Work instructions: In the entries below, find the line containing "For a GIS import: Read". Copy it and all lines after it, exactly, through the end.
Segment Start: Available data
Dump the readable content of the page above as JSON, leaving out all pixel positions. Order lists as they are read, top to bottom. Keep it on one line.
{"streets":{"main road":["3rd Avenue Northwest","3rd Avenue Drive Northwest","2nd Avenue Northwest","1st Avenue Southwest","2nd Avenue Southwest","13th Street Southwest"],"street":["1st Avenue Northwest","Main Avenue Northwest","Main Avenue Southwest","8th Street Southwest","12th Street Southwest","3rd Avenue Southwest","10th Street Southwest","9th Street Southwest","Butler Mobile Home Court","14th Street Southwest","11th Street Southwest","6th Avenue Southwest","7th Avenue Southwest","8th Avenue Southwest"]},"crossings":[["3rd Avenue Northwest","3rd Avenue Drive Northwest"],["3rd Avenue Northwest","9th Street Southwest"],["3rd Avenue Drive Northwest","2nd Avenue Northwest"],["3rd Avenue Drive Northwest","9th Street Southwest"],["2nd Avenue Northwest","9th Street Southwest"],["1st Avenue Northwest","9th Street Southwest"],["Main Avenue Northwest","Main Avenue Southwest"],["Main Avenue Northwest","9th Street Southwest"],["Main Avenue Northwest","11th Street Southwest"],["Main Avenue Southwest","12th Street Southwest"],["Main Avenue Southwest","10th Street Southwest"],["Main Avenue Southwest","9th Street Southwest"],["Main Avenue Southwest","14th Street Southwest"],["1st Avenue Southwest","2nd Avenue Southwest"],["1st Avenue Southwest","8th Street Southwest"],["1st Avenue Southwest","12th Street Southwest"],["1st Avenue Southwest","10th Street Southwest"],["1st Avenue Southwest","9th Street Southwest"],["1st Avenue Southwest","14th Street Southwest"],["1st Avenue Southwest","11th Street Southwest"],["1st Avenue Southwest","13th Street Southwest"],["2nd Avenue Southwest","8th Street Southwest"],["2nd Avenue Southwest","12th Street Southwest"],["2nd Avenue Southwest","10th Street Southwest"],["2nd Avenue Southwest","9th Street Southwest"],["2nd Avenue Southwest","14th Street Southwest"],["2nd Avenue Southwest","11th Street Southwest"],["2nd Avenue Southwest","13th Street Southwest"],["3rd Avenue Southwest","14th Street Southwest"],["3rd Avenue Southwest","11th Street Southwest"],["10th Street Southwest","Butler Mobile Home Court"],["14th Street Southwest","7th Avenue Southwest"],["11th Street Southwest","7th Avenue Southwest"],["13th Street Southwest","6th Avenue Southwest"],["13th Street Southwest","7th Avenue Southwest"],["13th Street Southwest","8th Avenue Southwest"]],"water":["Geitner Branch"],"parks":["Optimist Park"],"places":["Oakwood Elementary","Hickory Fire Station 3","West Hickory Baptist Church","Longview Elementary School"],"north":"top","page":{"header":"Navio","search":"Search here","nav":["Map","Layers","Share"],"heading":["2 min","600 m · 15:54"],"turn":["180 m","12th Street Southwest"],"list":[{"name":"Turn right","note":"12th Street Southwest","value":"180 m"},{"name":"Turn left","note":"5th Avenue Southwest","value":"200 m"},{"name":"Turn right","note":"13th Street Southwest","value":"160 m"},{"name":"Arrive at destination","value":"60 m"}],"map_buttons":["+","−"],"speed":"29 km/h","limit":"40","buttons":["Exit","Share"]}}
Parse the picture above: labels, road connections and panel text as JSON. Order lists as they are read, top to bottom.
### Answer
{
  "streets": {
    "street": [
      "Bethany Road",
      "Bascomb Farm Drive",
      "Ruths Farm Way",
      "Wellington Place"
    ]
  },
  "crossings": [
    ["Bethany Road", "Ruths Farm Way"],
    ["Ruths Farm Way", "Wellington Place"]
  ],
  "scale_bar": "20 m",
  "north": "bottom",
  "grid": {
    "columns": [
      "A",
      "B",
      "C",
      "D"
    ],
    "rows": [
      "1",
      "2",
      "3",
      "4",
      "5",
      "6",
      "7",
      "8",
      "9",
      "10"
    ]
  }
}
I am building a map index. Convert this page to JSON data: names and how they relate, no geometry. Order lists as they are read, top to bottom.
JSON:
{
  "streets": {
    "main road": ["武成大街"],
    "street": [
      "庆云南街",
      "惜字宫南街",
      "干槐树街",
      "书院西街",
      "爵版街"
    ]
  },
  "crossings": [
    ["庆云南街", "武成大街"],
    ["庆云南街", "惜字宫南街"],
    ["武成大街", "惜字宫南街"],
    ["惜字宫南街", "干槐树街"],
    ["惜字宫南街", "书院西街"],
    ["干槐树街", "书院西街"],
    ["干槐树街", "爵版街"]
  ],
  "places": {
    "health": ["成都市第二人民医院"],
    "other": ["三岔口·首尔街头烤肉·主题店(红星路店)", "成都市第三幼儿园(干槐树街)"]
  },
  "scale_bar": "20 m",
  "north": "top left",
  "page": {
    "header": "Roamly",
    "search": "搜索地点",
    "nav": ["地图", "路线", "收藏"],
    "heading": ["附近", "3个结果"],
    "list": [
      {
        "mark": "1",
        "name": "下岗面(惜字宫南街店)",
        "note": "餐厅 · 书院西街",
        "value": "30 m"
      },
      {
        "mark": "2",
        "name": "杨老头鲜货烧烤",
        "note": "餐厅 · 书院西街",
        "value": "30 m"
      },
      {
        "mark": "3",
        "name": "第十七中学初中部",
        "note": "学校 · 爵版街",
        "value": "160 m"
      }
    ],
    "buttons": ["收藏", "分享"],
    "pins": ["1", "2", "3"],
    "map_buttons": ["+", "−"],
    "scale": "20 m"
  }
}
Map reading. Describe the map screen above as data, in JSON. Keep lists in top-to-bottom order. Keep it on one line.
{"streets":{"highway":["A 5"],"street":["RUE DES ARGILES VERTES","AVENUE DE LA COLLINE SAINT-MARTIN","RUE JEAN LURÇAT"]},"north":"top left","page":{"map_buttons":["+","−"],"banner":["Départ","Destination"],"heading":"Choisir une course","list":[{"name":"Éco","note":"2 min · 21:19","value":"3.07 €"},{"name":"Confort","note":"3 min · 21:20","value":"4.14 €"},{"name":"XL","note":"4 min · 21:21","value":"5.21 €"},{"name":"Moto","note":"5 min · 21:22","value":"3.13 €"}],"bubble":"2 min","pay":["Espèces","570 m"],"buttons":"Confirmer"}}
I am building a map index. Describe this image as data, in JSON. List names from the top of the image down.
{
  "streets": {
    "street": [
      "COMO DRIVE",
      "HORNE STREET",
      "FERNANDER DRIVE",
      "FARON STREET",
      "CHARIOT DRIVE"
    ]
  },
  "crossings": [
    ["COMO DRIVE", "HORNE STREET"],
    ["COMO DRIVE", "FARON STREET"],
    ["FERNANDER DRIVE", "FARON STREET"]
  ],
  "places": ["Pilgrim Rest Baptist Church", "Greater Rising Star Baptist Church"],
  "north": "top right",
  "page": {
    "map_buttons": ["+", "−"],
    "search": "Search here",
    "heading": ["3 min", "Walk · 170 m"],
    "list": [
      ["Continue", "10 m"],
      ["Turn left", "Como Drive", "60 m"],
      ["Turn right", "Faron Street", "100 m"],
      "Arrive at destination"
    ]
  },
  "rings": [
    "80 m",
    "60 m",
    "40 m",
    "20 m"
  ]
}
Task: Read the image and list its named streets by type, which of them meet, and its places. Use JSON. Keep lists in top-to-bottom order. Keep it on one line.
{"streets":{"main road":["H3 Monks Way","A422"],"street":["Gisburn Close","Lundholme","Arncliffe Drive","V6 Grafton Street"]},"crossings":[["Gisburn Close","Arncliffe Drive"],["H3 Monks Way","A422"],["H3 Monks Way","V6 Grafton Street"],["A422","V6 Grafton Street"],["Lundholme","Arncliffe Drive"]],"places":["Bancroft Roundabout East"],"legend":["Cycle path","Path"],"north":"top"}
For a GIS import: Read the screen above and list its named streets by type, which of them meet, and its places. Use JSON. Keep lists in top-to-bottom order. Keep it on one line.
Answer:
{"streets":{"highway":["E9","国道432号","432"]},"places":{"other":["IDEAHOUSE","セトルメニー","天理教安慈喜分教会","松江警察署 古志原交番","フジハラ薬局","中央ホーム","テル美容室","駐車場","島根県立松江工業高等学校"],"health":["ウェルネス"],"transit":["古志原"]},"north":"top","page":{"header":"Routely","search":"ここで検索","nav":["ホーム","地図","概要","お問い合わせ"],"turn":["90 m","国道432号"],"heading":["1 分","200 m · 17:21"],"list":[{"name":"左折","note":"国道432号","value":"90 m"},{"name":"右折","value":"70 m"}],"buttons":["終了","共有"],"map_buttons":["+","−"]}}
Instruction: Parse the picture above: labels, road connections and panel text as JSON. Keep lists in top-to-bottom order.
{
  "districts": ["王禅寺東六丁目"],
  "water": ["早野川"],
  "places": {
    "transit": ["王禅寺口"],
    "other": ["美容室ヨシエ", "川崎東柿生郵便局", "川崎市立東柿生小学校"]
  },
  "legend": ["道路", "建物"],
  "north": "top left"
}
Segment End: Available data
Written reply:
For a GIS import: Read the screen above and list its named streets by type, which of them meet, and its places. Use JSON. Keep lists in top-to-bottom order. Keep it on one line.
Answer:
{"streets":{"highway":["E9","国道432号","432"]},"places":{"other":["IDEAHOUSE","セトルメニー","天理教安慈喜分教会","松江警察署 古志原交番","フジハラ薬局","中央ホーム","テル美容室","駐車場","島根県立松江工業高等学校"],"health":["ウェルネス"],"transit":["古志原"]},"north":"top","page":{"header":"Routely","search":"ここで検索","nav":["ホーム","地図","概要","お問い合わせ"],"turn":["90 m","国道432号"],"heading":["1 分","200 m · 17:21"],"list":[{"name":"左折","note":"国道432号","value":"90 m"},{"name":"右折","value":"70 m"}],"buttons":["終了","共有"],"map_buttons":["+","−"]}}
Instruction: Parse the picture above: labels, road connections and panel text as JSON. Keep lists in top-to-bottom order.
{
  "districts": ["王禅寺東六丁目"],
  "water": ["早野川"],
  "places": {
    "transit": ["王禅寺口"],
    "other": ["美容室ヨシエ", "川崎東柿生郵便局", "川崎市立東柿生小学校"]
  },
  "legend": ["道路", "建物"],
  "north": "top left"
}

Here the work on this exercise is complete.